Marks the anniversary of Dwight D. Eisenhower's Military-Industrial Complex Speech in 1961. Ironically, though I am a critic of what we can now term the Military-Industrial-Intelligence Complex, I am part of the machine.
Read a good analysis of that speech and the current status of his illustration:
Ike was right all along: The danger of the military-industrial complex
In completely related news:
From the Pentagon to the private sector
In large numbers, and with few rules, retiring generals are taking lucrative defense-firm jobs
In almost any other realm it would seem a clear conflict of interest — pitting his duty to the US military against the interests of his employer — not to mention a revolving-door sprint from uniformed responsibilities to private paid advocacy.
But this is the Pentagon where, a Globe review has found, such apparent conflicts are a routine fact of life at the lucrative nexus between the defense procurement system, which spends hundreds of billions of dollars a year, and the industry that feasts on those riches. And almost nothing is ever done about it.
The Globe analyzed the career paths of 750 of the highest ranking generals and admirals who retired during the last two decades and found that, for most, moving into what many in Washington call the “rent-a-general’’ business is all but irresistible.

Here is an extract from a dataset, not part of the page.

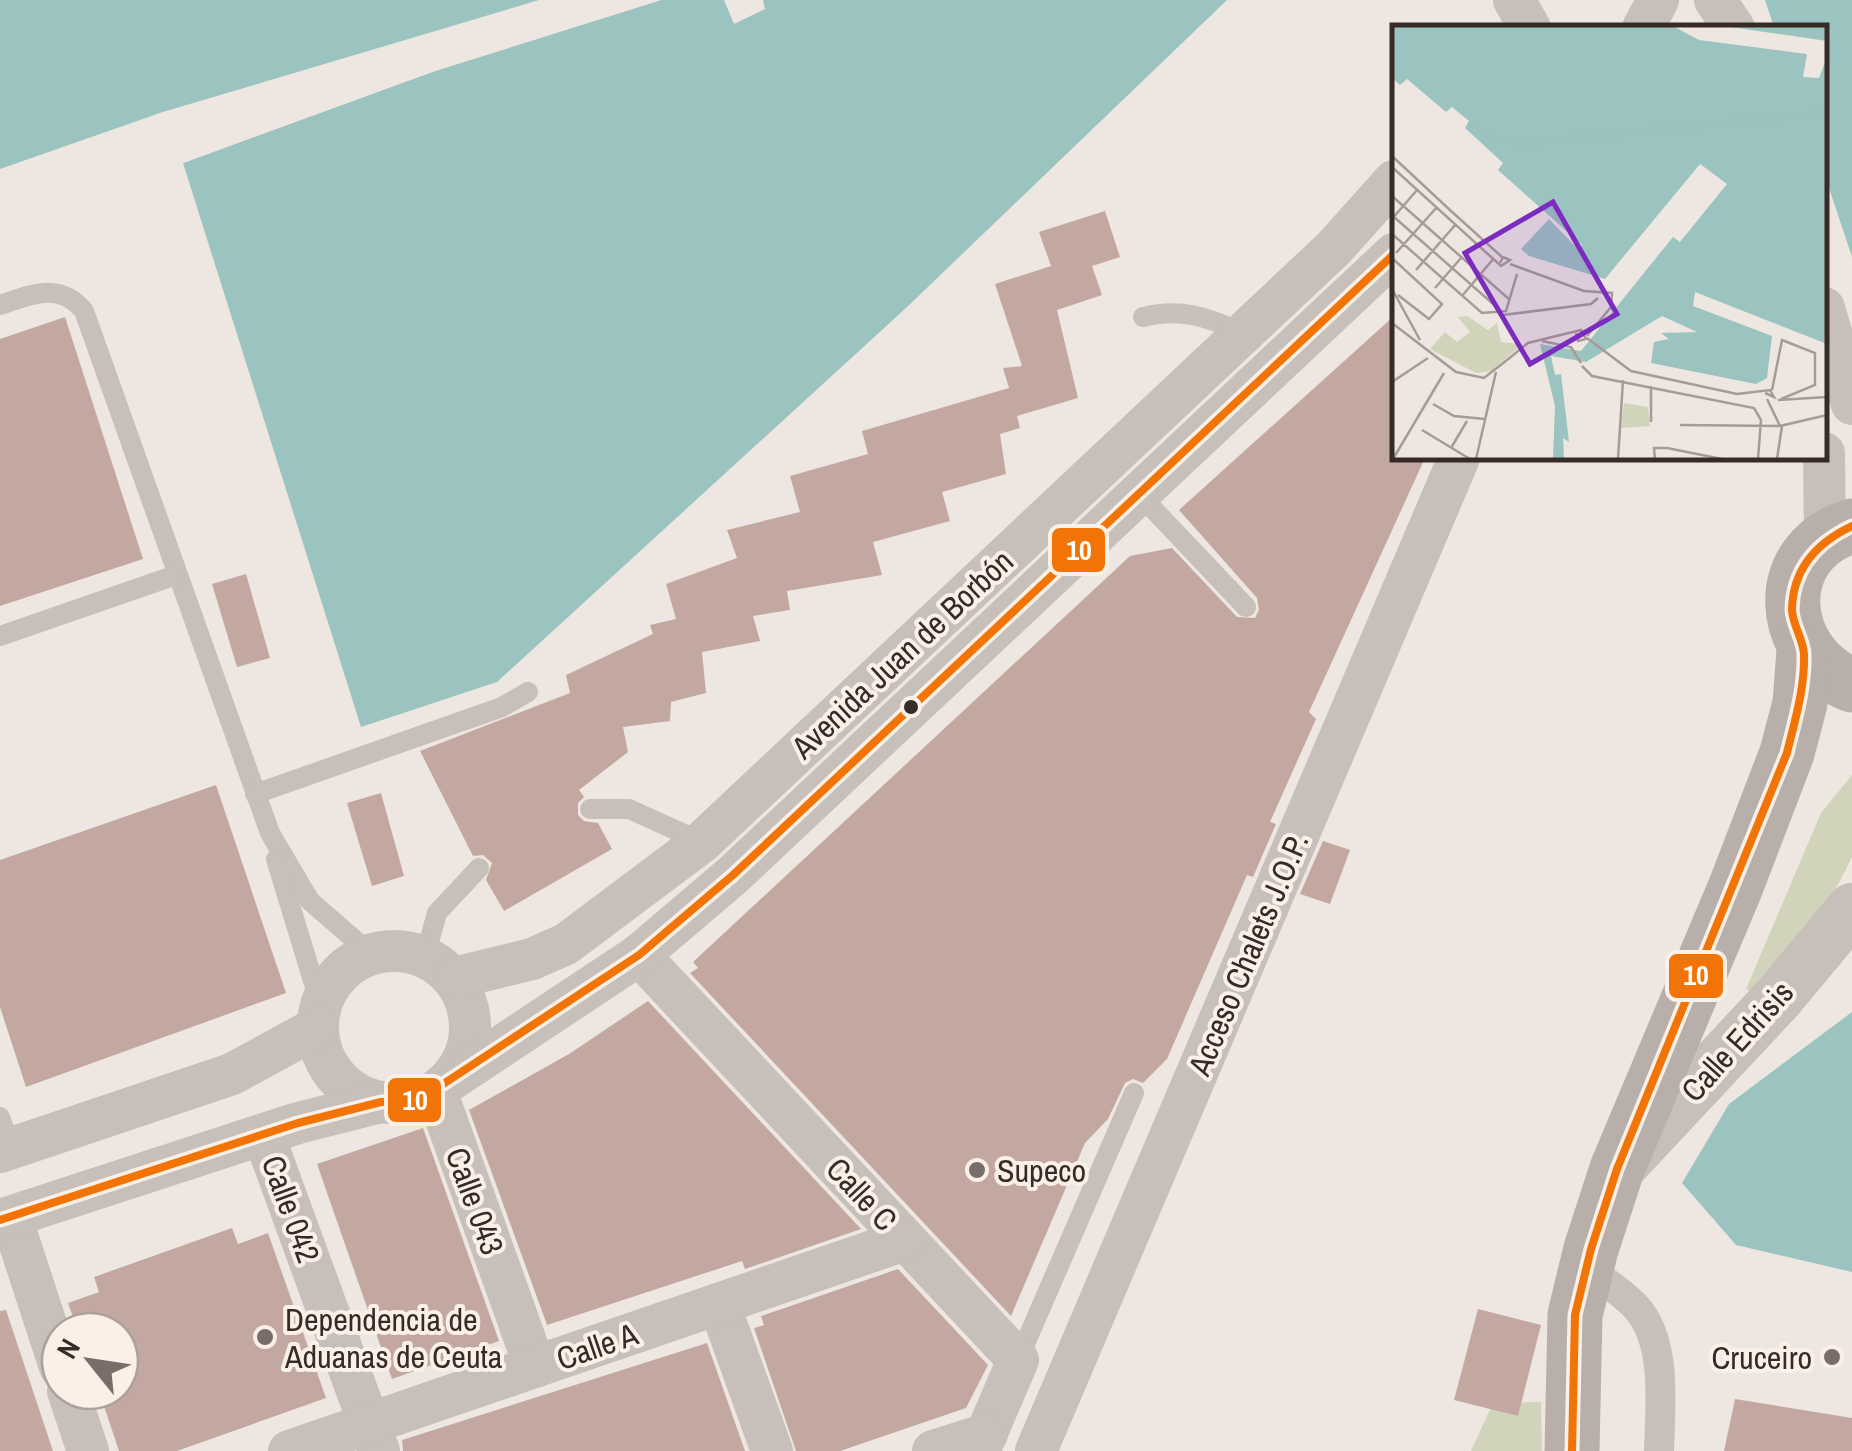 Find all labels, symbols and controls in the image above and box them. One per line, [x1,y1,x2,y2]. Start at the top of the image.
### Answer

From 2004 through 2008, 80 percent of retiring three- and four-star officers went to work as consultants or defense executives, according to the Globe analysis. That compares with less than 50 percent who followed that path a decade earlier, from 1994 to 1998.
LinkIn some years, the move from general staff to industry is a virtual clean sweep. Thirty-four out of 39 three- and four-star generals and admirals who retired in 2007 are now working in defense roles — nearly 90 percent.